To solve this problem, we need to use the principle of conservation of angular momentum. This principle states that the total angular momentum before an event is equal to the total angular momentum after the event, as long as no external torques act on the system.
(b) To calculate the magnitude of the angular momentum of the child while running, we need to find the angular momentum of the child before she jumps onto the merry-go-round. The angular momentum of an object can be calculated by multiplying its moment of inertia by its angular velocity.
The moment of inertia of the child running along a path tangent to the rim of the merry-go-round can be calculated using the formula:
I_child = m_child * r_tangent^2
Where:
m_child is the mass of the child (44.0 kg)
r_tangent is the distance from the axis of rotation to the path the child is running along (which is equal to the radius of the merry-go-round, 1.20 m)
So, substituting the values into the formula:
I_child = 44.0 kg * (1.20 m)^2
I_child = 44.0 kg * 1.44 m^2
I_child = 63.36 kg.m^2
The angular velocity of the child while running is the speed of the child divided by the radius of the merry-go-round:
ω_child = v_child / r_merry-go-round
Where:
v_child is the speed of the child (4.50 m/s)
r_merry-go-round is the radius of the merry-go-round (1.20 m)
So, substituting the values into the formula:
ω_child = 4.50 m/s / 1.20 m
ω_child = 3.75 rad/s
Finally, we can calculate the angular momentum of the child while running by multiplying the moment of inertia by the angular velocity:
L_child = I_child * ω_child
L_child = 63.36 kg.m^2 * 3.75 rad/s
L_child = 237.6 kg.m^2/s
Therefore, the magnitude of the angular momentum of the child while running about the axis of rotation of the merry-go-round is 237.6 kg.m^2/s.
(c) After the child jumps onto the merry-go-round, the total angular momentum of the system (merry-go-round + child) remains constant.
To find the angular speed of the merry-go-round and child after the child has jumped on, we can use the conservation of angular momentum equation:
L_initial = L_final
The initial angular momentum is the angular momentum of the child while running, which we found to be 237.6 kg.m^2/s.
The final angular momentum can be calculated by summing the individual angular momenta of the merry-go-round and the child after the child has jumped on. Let's represent the angular momentum of the merry-go-round as L_merry-go-round and the angular momentum of the child after jumping on as L_child+jumped.
L_final = L_merry-go-round + L_child+jumped
Since the merry-go-round is initially at rest, its initial angular momentum is zero. Therefore, we have:
237.6 kg.m^2/s = 0 + L_child+jumped
To find L_child+jumped, we need to use the same formula as in part (b):
L_child+jumped = I_total * ω_final
The total moment of inertia, I_total, is the sum of the moment of inertia of the merry-go-round and the moment of inertia of the child after jumping on.
The moment of inertia of the merry-go-round, I_merry-go-round, can be calculated using the formula:
I_merry-go-round = m_merry-go-round * r_merry-go-round^2
Where:
m_merry-go-round is the mass of the merry-go-round (190 kg)
r_merry-go-round is the radius of the merry-go-round (1.20 m)

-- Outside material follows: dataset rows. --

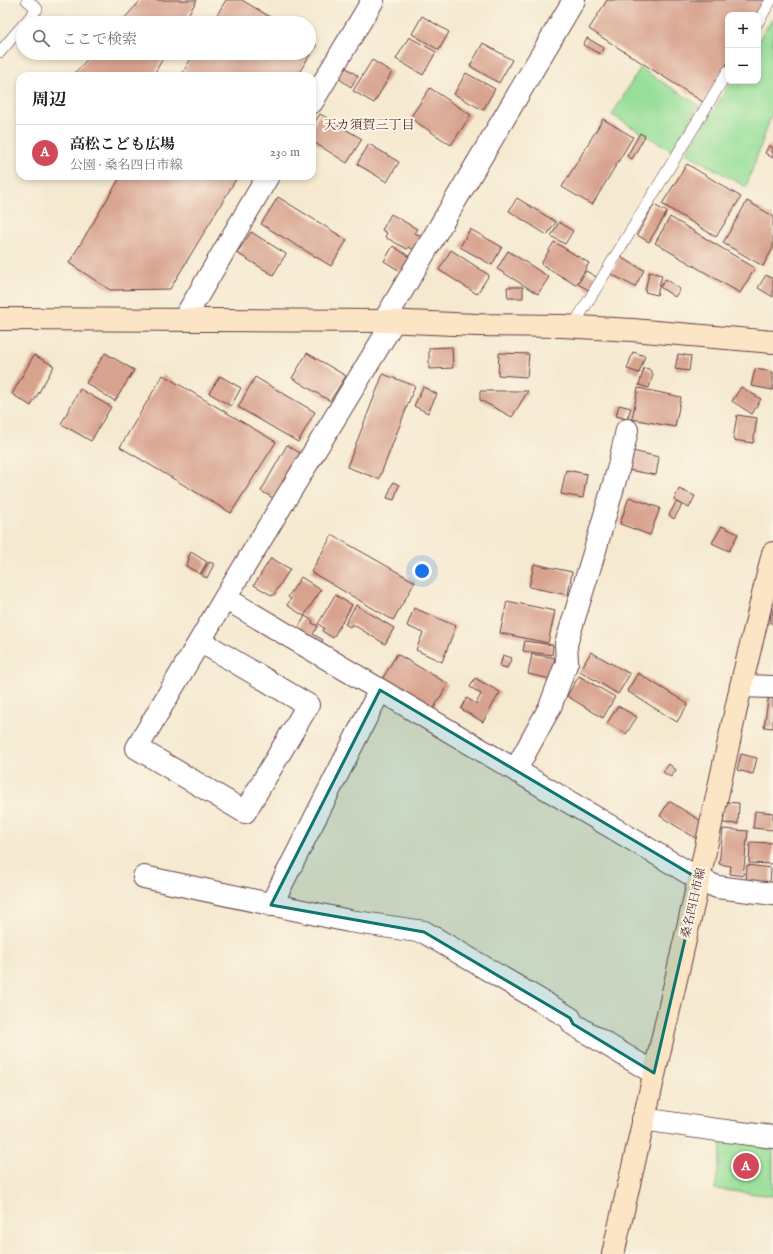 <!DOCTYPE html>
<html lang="ja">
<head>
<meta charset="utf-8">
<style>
  body { margin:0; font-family:"IM FELL English","Noto Serif JP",serif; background:#f6f6f6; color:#202124 }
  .controls { position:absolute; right:12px; top:12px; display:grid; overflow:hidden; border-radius:8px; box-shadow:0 2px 6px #0003 }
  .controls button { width:36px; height:36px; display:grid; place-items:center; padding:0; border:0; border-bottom:1px solid #e0e0e0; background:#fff; color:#202124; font:20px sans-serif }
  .you { position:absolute; left:422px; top:571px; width:14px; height:14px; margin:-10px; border:3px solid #fff; border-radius:50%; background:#1a73e8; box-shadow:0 0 0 6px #1a73e833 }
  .badge { display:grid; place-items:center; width:26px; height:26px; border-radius:50%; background:#d1495b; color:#fff; font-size:13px; font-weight:700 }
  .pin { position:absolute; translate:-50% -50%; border:2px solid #fff; box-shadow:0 1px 4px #0006 }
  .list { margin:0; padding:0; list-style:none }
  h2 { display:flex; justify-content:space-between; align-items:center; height:52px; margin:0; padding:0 16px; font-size:17px }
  h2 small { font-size:13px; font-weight:400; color:#757577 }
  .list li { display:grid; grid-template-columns:26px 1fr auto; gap:12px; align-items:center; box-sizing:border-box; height:56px; padding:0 16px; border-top:1px solid #e0e0e0 }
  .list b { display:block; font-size:15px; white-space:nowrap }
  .list p { margin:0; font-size:13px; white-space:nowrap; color:#757577 }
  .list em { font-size:13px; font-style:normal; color:#757577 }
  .icon { flex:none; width:22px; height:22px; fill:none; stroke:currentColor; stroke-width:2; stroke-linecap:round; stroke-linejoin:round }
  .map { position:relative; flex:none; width:773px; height:1254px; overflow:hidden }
  .search { position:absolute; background:#fff; box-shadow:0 2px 6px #0003; left:16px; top:16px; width:300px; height:44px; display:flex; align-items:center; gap:10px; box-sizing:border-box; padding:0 14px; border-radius:22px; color:#757577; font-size:15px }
  .panel { position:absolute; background:#fff; box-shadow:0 2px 6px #0003; left:16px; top:72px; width:300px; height:108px; border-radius:12px }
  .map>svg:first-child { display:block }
  .green { fill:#97df99; stroke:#707f62 }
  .building { fill:#d7a38e }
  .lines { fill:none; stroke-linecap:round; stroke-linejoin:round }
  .lane-casing { stroke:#643d44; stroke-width:12 }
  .street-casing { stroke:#643d44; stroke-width:24 }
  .secondary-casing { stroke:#643d44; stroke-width:24 }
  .lane { stroke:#fff; stroke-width:11 }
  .street { stroke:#fff; stroke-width:22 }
  .secondary { stroke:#fce5c4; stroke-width:22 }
  .marked { fill:#0f766e; fill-opacity:0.2; stroke:#0f766e; stroke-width:3; stroke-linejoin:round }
  .labels { text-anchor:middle; stroke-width:4; stroke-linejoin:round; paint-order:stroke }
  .street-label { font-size:12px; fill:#4a1f2b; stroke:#fcf5e5 }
  .neighbourhood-label { font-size:13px; fill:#4a1f2b; stroke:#fcf5e5 }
</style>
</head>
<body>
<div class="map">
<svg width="773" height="1254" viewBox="0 0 773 1254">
  <rect width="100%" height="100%" fill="#fcf5e5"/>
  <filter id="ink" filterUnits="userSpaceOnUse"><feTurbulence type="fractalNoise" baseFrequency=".025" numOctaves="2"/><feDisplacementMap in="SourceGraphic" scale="8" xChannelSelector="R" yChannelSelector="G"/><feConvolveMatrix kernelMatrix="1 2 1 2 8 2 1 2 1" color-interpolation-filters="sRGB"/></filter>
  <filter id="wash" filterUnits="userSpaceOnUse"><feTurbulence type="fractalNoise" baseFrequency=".012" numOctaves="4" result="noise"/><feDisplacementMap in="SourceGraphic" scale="16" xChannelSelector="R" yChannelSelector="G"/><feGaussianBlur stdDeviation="0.9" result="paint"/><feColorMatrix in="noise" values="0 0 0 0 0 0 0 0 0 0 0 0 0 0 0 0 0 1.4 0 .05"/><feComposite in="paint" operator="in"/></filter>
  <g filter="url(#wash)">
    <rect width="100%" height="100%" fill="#f5e9d0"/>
    <path class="green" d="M773,18V111L746,187L686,153L732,81H758V41Z
      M640,68L699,105L672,151L612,115Z
      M723,1136L773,1142V1196L715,1189Z"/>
    <g id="blocks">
      <path class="building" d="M141,0H197L183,23H120Z
        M226,0H242L280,23H212Z
        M607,0H765L756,15H728V62L703,102L589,29Z
        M422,16L449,32L439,50L412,34Z
        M409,37L436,52L423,75L396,59Z
        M587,38L604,48L600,54L583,45Z
        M309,40L316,45L297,76H181L194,53H309Z
        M483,43L512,60L499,83L470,66Z
        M93,53H166L153,76H72Z
        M372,60L392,72L374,103L353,91Z
        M345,67L358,76L351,87L338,78Z
        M466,73L495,89L483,110L454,94Z
        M430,88L471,115L451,145L410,118Z
        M320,114L362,139L347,163L312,141V127Z
        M603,119L633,137L592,205L562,187Z
        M640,133L645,136L632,159L627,156Z
        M369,144L399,162L387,182L357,164Z
        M769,145L773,148V158L765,153Z
        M687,164L741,197L716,237L662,204Z
        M121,176H238L170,289L110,290L69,263Z
        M278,197L347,240L331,266L261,224Z
        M517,198L556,222L547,235L509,211Z
        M747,201L773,216V248L763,266L723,243Z
        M654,205L667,212L649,242L637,235Z
        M391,214L417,229L415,233L426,239L419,253L409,247L407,249L385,237L387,233L382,230Z
        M670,217L755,268L740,293L655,243Z
        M559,222L573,231L565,244L551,236Z
        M470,229L502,247L492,265L460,247Z
        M251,232L286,254L273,275L237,253Z
        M554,242L589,263L576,285L541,264Z
        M393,246L414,260L405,274L384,261Z
        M451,250L489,275L477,294L439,270Z
        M508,251L549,277L538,294L497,269Z
        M620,257L644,270L635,287L611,274Z
        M586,271L600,279L592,292L578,284Z
        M649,272L662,275L657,295L645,292Z
        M766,275L773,279V297L758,288Z
        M666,279L680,289L675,297L660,287Z
        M507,287H523V298H508Z
        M452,347L453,368L429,369V348Z
        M633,352L645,356L639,373L627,369Z
        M105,353L134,370L115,401L86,383Z
        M307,353L346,376L330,401L292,378Z
        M499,353L529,354L527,377L498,375Z
        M678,354L691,356L689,371L675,369Z
        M34,355L54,366L31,406L12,394Z
        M644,368L649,369L653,374L649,388L639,385Z
        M755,369L773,372V390L751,386Z
        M383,374L415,386L379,479L347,467Z
        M163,375L276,442L231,513L120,447Z
        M220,376L241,388L231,406L209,393Z
        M255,377L315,412L298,442L238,407Z
        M423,387L437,394L428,413L414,406Z
        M741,387L761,399L752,414L732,401Z
        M638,388L681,397L675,427L632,419Z
        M80,389L111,407L91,441L61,424Z
        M480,391H528L512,417L480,400Z
        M619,405L631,408L627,419L616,416Z
        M737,415L757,418L753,443L733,440Z
        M287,445L300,453L273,498L261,491Z
        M632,451L659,457L656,475L628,470Z
        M566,470L587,474L583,498L561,494Z
        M393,482L399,485L394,500L387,498Z
        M679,489L695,496L689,508L674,500Z
        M629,497L660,508L650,535L620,524Z
        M676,502L682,505L674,519L669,515Z
        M722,526L738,534L729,551L712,543Z
        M332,535L415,582L393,620L311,572Z
        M191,552L207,562L200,574L186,566L189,559L188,558Z
        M271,558L290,569L273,596L254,585Z
        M209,562L214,564L207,578L201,575Z
        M534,564L572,572L568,595L529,587Z
        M301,577L321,590L304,616L287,605L291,599L288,597Z
        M335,595L352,605L333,638L322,631L324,628L318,624Z
        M772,599H773V623H770Z
        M507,601L555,611L548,643L500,633Z
        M356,605L394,628L385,644L352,624L350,627L345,624Z
        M414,608L456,626L442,662L416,650L423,633L407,626Z
        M305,616L313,621L312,623L318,626L313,634L323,640L319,646L296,632Z
        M525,641L553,645L552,655L523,651Z
        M591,652L630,674L618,694L580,671Z
        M397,654L448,684L432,711L381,681Z
        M532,654L555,658L551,679L528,674Z
        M503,655L512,658L507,668L500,666Z
        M638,673L688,704L677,722L627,691Z
        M579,676L615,697L603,718L567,696Z
        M475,678L500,692L483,722L461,709L467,698L476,704L481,694L470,687Z
        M769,694L773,695V728L764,727Z
        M618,706L637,717L626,734L607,723Z
        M741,754L757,758L753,774L737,770Z
        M669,764L676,770L671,777L663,772Z
        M669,801L701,821L697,839L660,816Z
        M724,802L739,803L738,824L723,823Z
        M755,811L773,813V830L753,828Z
        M723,829L748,831L743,876L730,874L731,866L719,864Z
        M750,842L773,843V864L749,863Z
        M747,865L771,868L770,884L746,881Z"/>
    </g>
  </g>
  <g filter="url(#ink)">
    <use href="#blocks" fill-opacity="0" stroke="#643d44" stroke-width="1"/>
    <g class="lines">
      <g class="lane-casing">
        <path id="lane" d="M758,22L771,0
          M25,23L37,9L27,0
          M0,52L23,25
          M573,326L728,71"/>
      </g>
      <g class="street-casing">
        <path id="street" d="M312,102L373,0
          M184,319L268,176
          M384,321L574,0
          M225,598L699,879L717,887L773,894
          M200,641L308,705L245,812L137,748L225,598L394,321
          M741,686L773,687
          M518,772L521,760L550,707L567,662L566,644L595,550L619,466L627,430
          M144,877L349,921L424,932L570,1018L573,1024L654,1073
          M271,905L380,690
          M643,1119L710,1129L773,1137"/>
      </g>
      <g class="secondary-casing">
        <path id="secondary" d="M0,319L384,321L477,325L562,326L632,330L773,342
          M613,1254L699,879L741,686L773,553"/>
      </g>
      <use href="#lane" class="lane"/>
      <use href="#street" class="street"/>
      <use href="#secondary" class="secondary"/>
    </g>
  </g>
  <path class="marked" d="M380,690L699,879L654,1073L573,1024L570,1018L424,932L271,905Z"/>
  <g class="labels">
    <g class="street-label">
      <text transform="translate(693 903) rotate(-77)" y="4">桑名四日市線</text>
    </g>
    <g class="neighbourhood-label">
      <text x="369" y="129">天カ須賀三丁目</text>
    </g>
  </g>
</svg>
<div class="controls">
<button>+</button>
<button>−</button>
</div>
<div class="you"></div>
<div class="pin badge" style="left:746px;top:1166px">A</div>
<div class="search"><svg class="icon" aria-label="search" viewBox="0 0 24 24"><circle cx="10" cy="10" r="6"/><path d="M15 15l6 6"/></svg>ここで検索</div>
<section class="panel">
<h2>周辺<small></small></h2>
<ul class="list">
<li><span class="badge">A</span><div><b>高松こども広場</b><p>公園 · 桑名四日市線</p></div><em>230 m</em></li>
</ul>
</section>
</div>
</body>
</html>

So, substituting the values into the formula:
I_merry-go-round = 190 kg * (1.20 m)^2
I_merry-go-round = 190 kg * 1.44 m^2
I_merry-go-round = 273.6 kg.m^2
The moment of inertia of the child after jumping on, I_child+jumped, can be calculated using the formula:
I_child+jumped = m_child * r_gyration^2
Where:
m_child is the mass of the child (44.0 kg)

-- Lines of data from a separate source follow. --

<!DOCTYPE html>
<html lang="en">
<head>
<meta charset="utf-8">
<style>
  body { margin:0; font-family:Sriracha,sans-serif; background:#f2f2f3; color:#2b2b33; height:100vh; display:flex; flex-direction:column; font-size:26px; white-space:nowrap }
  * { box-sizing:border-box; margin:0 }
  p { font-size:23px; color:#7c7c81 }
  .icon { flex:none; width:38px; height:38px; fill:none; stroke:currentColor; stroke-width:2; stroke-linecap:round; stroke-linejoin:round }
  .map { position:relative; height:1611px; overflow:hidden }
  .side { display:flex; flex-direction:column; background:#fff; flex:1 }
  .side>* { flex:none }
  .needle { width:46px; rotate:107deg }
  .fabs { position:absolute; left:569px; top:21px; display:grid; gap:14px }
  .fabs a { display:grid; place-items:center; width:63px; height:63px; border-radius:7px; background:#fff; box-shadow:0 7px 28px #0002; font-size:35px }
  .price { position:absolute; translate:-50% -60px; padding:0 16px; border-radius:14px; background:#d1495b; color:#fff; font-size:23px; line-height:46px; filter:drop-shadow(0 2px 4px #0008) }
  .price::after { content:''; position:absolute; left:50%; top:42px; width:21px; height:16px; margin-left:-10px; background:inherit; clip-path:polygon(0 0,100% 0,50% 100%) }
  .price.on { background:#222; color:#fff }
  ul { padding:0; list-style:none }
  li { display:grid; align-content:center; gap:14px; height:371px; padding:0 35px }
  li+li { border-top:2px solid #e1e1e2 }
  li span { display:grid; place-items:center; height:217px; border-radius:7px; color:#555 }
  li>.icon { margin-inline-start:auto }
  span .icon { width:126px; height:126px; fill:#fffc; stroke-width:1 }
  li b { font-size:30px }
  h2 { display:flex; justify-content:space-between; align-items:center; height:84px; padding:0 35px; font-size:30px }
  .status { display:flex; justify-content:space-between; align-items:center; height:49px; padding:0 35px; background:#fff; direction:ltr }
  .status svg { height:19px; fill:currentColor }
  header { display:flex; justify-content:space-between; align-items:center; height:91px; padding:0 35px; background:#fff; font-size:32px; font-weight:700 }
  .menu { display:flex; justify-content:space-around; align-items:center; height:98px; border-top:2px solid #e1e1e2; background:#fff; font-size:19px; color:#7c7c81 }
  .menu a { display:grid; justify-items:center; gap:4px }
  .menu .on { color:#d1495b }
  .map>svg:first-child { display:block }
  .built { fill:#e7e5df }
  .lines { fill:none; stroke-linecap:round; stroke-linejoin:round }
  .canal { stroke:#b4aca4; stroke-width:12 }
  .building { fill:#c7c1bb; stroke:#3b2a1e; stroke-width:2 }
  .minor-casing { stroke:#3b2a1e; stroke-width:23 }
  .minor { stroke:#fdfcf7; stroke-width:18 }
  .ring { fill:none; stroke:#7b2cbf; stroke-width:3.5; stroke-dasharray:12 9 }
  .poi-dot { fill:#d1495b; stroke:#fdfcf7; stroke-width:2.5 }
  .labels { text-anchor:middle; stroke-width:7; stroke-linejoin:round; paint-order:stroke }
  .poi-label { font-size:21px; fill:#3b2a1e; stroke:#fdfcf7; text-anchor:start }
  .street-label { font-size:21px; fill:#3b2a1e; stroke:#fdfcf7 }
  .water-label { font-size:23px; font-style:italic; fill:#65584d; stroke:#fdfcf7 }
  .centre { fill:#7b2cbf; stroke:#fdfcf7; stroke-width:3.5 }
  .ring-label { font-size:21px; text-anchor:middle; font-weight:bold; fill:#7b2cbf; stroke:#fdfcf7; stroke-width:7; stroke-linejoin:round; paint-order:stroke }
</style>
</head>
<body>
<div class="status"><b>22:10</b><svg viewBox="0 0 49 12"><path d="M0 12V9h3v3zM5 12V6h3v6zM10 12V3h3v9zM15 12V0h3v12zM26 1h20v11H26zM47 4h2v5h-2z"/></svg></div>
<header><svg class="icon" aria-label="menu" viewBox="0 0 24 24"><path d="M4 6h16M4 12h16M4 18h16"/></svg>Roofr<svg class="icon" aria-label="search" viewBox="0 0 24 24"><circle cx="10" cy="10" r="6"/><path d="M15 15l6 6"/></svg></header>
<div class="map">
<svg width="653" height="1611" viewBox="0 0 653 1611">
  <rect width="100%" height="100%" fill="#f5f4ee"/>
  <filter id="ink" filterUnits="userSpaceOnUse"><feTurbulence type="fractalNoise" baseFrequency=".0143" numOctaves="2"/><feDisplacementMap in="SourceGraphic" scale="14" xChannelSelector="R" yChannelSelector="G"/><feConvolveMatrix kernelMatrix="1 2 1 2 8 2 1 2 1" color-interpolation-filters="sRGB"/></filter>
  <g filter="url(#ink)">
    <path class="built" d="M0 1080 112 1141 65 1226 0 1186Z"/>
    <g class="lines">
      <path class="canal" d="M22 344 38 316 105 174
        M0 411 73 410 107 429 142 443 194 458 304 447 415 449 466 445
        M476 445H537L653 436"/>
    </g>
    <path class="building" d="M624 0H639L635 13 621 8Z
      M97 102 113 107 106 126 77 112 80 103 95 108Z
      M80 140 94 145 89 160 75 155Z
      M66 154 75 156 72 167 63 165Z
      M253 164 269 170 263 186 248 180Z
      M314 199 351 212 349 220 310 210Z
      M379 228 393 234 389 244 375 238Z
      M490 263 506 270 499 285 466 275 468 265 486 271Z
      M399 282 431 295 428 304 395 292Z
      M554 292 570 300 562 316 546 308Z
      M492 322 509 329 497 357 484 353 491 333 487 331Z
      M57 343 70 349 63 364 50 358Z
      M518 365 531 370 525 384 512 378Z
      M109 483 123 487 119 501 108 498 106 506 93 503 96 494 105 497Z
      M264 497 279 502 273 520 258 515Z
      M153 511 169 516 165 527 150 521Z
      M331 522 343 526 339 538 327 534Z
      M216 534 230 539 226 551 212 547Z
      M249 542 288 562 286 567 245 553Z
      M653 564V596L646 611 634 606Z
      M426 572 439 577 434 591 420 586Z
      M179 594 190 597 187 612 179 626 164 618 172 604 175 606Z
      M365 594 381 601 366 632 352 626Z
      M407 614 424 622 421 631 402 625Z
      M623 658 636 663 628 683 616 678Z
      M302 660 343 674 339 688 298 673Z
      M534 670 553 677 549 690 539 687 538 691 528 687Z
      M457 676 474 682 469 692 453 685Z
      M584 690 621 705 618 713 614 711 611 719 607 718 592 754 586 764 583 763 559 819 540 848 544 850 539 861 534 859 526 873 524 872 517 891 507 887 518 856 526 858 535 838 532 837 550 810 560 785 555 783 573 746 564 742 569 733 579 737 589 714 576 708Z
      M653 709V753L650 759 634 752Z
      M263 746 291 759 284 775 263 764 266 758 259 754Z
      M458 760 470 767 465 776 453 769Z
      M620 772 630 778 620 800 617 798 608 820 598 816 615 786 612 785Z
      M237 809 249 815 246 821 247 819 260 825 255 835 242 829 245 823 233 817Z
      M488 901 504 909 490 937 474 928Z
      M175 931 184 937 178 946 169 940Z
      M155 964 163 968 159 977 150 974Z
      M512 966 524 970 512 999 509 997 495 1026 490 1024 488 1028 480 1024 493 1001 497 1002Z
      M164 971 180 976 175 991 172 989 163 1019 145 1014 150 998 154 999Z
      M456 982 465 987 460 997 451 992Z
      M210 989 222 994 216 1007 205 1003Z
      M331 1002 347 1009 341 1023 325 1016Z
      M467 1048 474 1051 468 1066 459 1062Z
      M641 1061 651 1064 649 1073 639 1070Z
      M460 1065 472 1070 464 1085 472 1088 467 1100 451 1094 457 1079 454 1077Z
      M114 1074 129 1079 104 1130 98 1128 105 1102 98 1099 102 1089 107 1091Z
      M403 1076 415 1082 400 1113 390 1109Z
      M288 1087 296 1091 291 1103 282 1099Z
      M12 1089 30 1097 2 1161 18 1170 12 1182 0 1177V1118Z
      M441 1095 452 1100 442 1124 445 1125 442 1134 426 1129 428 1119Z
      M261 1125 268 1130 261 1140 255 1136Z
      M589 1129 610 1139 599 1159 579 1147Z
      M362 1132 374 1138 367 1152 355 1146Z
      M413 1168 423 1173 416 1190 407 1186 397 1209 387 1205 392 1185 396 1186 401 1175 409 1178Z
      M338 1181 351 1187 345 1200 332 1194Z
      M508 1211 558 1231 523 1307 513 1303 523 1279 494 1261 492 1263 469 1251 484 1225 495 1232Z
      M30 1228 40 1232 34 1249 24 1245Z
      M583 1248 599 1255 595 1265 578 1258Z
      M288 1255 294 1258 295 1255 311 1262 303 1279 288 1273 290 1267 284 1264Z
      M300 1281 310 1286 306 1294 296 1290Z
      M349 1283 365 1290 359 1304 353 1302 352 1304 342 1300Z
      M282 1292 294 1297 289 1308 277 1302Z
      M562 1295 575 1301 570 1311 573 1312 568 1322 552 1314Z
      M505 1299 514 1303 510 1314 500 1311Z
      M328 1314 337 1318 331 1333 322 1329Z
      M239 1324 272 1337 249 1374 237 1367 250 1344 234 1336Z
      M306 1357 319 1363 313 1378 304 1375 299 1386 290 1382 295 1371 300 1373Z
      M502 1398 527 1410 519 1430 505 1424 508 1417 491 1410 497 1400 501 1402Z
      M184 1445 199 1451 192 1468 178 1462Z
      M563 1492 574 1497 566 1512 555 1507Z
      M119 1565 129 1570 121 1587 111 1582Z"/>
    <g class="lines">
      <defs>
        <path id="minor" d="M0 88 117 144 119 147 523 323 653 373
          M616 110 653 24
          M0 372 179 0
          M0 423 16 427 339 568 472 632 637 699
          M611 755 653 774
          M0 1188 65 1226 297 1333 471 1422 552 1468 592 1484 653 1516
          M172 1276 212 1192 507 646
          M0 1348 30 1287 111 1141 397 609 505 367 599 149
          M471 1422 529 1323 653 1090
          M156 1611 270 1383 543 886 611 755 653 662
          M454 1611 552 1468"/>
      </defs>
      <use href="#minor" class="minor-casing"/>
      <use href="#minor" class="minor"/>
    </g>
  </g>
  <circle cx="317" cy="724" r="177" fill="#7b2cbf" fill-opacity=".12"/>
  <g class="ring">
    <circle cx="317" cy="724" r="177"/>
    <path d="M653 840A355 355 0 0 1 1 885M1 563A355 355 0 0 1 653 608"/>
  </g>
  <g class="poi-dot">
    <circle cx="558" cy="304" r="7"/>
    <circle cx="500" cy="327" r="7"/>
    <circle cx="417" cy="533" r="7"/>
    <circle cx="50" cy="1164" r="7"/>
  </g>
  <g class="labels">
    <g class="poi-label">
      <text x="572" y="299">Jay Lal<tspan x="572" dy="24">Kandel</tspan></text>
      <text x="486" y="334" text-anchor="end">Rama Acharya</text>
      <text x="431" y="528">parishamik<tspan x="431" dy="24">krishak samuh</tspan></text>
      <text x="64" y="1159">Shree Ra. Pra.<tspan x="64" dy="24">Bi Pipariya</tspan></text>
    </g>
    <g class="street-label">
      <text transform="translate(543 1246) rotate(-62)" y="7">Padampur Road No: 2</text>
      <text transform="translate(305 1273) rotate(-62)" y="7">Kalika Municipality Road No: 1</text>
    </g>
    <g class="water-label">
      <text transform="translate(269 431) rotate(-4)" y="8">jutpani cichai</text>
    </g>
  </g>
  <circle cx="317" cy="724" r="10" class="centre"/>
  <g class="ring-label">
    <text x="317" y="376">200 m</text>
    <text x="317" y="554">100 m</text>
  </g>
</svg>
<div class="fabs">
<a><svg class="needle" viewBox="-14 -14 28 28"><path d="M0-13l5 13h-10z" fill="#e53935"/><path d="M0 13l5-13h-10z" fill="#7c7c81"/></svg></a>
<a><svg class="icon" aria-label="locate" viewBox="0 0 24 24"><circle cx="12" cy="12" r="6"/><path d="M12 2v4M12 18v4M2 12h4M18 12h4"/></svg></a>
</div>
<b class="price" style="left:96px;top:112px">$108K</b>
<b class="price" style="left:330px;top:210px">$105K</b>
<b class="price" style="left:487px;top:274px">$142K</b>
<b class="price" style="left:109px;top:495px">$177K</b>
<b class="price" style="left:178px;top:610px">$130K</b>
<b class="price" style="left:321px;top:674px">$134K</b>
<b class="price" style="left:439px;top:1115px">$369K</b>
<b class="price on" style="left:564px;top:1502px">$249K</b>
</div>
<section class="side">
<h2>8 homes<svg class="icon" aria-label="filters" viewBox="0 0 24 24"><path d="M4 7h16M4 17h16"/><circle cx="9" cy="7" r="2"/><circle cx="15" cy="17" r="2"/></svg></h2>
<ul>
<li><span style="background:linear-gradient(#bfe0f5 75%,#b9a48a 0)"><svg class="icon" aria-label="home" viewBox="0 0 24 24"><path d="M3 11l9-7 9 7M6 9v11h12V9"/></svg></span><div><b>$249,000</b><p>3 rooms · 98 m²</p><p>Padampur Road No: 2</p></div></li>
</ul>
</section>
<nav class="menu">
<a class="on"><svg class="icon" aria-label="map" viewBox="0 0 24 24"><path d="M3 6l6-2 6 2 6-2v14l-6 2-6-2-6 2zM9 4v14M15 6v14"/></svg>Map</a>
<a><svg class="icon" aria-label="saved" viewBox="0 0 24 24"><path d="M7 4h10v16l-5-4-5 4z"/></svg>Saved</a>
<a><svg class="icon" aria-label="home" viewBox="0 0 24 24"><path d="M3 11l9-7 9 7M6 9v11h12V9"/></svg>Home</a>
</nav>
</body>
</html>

r_gyration is the radius of gyration of the merry-go-round (91.0 cm = 0.91 m)
So, substituting the values into the formula:
I_child+jumped = 44.0 kg * (0.91 m)^2
I_child+jumped = 44.0 kg * 0.8281 m^2
I_child+jumped = 36.38 kg.m^2
Now we can substitute the moment of inertia values into the equation for L_child+jumped:
L_child+jumped = (I_merry-go-round + I_child+jumped) * ω_final
To solve for ω_final, rearrange the equation:
ω_final = L_child+jumped / (I_merry-go-round + I_child+jumped)
Substituting the values into the equation:
ω_final = 237.6 kg.m^2/s / (273.6 kg.m^2 + 36.38 kg.m^2)
ω_final = 237.6 kg.m^2/s / 309.98 kg.m^2
ω_final = 0.7677 rad/s
Therefore, the angular speed of the merry-go-round and child after the child has jumped on is approximately 0.7677 rad/s.